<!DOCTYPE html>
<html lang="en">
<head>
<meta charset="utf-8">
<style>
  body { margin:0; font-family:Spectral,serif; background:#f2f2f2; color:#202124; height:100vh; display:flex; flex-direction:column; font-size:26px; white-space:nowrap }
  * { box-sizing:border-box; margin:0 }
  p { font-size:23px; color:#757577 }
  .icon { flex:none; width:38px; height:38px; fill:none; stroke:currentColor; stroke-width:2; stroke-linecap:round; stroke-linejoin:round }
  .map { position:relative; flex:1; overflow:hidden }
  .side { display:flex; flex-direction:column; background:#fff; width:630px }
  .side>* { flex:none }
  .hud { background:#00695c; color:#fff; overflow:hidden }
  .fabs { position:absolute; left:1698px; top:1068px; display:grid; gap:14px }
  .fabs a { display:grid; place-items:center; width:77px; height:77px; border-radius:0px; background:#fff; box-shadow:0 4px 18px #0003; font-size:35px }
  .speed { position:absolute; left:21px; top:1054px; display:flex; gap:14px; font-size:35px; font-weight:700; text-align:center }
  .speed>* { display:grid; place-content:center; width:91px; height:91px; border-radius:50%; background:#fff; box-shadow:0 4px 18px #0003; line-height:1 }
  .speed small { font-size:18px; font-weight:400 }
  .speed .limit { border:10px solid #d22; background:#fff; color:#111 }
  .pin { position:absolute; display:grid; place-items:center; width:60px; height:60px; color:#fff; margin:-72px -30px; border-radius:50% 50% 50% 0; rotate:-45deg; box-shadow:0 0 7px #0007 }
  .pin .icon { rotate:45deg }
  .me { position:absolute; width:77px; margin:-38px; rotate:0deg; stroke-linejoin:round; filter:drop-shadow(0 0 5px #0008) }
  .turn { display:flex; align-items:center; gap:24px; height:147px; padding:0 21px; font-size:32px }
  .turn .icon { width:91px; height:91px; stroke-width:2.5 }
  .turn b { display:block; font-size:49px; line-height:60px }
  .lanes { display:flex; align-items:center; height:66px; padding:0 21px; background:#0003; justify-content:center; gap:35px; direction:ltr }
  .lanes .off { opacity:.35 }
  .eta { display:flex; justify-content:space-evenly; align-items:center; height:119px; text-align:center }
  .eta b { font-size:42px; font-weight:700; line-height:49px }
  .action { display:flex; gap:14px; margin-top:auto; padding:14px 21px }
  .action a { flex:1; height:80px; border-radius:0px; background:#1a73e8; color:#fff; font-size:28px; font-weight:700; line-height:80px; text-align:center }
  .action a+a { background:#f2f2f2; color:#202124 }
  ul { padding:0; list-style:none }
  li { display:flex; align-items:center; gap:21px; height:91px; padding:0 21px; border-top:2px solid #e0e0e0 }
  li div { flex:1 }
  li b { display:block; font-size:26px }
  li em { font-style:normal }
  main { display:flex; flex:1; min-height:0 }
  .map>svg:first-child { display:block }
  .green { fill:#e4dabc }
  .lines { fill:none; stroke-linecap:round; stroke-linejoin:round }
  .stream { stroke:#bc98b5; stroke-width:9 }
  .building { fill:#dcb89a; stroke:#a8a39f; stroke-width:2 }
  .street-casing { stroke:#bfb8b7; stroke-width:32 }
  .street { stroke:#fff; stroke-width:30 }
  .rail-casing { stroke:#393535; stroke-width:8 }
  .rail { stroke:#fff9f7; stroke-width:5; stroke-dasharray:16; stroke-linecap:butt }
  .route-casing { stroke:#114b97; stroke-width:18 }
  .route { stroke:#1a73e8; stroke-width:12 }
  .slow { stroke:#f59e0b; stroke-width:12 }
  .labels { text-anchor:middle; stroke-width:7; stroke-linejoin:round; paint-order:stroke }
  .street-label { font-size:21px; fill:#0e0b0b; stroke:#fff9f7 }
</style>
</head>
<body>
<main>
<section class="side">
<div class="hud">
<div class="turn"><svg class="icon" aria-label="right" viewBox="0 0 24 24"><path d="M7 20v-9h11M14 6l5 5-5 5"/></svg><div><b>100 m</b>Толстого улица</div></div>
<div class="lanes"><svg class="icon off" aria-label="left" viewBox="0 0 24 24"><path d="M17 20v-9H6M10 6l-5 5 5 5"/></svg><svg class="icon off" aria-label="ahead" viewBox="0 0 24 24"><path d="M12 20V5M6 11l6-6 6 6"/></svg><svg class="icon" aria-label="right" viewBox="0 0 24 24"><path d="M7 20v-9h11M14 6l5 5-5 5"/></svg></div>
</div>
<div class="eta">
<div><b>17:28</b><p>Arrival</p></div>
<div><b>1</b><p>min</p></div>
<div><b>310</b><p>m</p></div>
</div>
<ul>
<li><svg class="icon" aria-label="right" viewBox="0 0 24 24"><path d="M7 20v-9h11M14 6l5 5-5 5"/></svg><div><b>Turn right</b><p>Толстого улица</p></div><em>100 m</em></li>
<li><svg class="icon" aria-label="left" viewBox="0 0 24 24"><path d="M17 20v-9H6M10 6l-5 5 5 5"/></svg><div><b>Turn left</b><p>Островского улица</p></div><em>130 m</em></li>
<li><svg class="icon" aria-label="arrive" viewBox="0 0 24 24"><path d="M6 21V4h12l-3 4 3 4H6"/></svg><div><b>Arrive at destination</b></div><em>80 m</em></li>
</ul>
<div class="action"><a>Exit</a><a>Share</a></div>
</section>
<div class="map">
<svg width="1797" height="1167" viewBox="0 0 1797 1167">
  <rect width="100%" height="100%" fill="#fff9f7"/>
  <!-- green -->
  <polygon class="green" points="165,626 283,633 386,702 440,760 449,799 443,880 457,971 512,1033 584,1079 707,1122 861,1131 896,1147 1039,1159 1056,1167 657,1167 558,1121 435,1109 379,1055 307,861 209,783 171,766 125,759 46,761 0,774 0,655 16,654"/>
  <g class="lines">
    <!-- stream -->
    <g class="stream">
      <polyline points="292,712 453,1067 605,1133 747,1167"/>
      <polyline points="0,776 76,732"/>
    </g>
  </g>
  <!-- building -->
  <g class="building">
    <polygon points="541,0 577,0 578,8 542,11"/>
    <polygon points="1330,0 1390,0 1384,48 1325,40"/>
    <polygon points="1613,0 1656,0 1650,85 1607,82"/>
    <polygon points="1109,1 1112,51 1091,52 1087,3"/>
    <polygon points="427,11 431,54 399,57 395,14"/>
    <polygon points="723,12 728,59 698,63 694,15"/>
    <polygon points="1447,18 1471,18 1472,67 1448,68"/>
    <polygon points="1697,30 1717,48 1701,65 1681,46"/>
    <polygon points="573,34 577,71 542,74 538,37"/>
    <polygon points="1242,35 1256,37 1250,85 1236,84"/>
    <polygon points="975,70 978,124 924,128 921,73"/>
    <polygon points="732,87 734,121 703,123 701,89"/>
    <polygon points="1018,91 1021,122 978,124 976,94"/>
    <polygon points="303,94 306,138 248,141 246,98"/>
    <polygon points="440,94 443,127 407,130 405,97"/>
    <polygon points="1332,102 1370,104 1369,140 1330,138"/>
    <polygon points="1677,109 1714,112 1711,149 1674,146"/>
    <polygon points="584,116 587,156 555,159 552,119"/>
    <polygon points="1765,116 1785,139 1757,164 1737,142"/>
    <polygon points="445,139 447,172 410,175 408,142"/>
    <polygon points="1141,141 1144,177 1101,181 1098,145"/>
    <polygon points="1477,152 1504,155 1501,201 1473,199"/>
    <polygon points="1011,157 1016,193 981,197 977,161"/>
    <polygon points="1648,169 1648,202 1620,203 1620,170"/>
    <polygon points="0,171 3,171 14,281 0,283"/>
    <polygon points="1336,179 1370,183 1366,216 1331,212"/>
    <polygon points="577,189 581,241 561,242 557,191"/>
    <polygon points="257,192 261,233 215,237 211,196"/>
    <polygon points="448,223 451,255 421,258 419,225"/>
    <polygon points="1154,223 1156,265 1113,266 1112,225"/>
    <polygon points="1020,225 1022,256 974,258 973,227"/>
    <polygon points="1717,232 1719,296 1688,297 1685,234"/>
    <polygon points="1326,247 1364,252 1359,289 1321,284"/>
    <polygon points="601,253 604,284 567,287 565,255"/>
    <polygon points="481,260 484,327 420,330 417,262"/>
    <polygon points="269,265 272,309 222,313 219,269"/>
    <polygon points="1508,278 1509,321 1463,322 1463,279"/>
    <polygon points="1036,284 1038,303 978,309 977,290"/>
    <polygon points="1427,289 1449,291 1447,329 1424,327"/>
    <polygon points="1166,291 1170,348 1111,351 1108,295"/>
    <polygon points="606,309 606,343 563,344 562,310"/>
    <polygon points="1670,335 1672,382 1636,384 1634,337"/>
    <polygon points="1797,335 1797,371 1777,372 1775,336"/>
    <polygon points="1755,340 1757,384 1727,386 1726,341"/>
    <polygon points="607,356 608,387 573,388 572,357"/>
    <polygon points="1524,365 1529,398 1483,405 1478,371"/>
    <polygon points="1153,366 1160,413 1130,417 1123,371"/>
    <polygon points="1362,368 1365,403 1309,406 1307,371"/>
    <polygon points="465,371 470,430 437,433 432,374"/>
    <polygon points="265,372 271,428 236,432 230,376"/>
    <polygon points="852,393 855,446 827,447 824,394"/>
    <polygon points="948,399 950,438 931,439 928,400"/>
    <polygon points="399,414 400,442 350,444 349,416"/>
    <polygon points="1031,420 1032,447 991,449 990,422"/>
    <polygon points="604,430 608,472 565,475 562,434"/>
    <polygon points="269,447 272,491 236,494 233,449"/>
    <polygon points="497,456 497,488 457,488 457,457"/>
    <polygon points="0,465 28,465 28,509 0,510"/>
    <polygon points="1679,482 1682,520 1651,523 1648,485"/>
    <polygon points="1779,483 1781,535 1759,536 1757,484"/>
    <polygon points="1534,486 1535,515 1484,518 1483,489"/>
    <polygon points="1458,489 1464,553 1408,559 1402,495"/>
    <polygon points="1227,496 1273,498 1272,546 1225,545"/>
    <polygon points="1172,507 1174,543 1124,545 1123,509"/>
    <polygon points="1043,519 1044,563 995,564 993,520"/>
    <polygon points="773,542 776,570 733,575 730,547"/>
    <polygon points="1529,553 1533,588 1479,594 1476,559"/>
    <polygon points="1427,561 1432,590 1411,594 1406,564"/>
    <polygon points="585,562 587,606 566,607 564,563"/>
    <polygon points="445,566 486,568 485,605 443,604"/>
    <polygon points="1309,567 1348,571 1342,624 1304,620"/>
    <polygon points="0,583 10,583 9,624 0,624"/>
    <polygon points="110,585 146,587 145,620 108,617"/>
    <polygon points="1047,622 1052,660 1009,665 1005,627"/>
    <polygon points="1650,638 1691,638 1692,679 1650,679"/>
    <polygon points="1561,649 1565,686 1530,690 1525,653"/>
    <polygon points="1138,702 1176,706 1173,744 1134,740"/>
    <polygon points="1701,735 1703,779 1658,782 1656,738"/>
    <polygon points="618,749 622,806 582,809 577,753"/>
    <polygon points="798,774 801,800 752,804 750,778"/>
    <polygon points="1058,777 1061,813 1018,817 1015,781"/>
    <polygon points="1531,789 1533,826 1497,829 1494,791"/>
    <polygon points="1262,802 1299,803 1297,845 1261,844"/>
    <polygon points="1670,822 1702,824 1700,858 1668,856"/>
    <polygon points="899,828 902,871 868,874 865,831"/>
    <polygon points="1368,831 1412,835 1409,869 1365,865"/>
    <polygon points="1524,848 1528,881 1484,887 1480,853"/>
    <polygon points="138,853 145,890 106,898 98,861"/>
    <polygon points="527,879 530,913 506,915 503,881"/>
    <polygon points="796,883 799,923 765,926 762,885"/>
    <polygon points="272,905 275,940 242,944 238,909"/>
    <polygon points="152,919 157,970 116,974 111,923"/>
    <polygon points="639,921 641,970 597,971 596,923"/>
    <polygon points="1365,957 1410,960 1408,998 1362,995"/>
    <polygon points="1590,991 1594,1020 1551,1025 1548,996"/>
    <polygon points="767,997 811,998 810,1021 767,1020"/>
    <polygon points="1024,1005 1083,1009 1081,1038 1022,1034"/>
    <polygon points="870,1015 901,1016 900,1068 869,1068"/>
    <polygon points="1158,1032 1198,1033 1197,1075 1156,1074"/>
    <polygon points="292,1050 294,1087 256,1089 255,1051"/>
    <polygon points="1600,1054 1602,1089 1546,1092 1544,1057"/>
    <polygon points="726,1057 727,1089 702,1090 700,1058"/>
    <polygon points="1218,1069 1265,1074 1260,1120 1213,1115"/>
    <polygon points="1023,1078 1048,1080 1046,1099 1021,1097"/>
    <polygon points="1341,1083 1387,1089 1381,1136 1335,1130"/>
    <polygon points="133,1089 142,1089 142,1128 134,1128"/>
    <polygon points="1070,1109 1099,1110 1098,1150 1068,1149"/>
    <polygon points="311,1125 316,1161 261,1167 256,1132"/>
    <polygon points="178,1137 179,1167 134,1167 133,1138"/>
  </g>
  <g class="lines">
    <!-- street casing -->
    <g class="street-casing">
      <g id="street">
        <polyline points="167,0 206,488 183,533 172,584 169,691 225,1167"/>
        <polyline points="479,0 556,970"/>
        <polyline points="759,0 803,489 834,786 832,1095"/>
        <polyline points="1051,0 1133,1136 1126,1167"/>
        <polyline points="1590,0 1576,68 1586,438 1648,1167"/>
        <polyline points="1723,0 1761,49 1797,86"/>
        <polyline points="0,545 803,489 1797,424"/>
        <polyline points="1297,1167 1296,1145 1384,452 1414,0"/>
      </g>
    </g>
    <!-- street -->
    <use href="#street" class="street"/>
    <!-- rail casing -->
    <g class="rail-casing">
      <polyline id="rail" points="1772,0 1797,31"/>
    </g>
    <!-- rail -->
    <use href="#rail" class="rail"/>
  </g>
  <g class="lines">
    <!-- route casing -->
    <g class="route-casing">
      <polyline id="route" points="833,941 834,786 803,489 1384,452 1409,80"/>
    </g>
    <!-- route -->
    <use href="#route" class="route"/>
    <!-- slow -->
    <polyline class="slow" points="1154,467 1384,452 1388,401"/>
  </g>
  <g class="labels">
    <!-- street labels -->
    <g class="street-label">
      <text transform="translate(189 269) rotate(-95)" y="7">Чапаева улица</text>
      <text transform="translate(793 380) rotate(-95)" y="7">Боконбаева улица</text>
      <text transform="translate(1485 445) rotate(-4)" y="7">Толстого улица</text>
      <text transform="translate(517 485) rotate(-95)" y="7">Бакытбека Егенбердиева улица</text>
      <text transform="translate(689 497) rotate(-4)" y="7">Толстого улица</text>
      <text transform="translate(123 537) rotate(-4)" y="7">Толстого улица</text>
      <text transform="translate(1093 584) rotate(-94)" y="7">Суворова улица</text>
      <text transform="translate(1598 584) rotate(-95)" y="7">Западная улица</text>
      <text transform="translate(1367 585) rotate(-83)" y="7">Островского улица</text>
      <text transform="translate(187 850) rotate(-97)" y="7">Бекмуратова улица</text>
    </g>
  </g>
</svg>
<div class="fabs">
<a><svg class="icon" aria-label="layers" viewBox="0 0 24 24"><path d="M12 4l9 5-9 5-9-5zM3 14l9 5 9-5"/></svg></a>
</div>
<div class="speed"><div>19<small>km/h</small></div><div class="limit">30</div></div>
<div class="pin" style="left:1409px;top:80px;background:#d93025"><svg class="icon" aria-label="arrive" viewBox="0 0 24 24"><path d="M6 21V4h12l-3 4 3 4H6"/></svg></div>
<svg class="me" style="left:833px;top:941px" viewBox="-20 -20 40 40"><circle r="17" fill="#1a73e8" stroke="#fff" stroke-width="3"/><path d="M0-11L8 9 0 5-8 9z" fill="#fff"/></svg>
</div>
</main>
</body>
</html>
====
WHAT THE EXERCISE ASKS. Within the listing above, the lines holding "hidden" should be counted. Give only the number.

ANSWER TO THIS PROBLEM. 2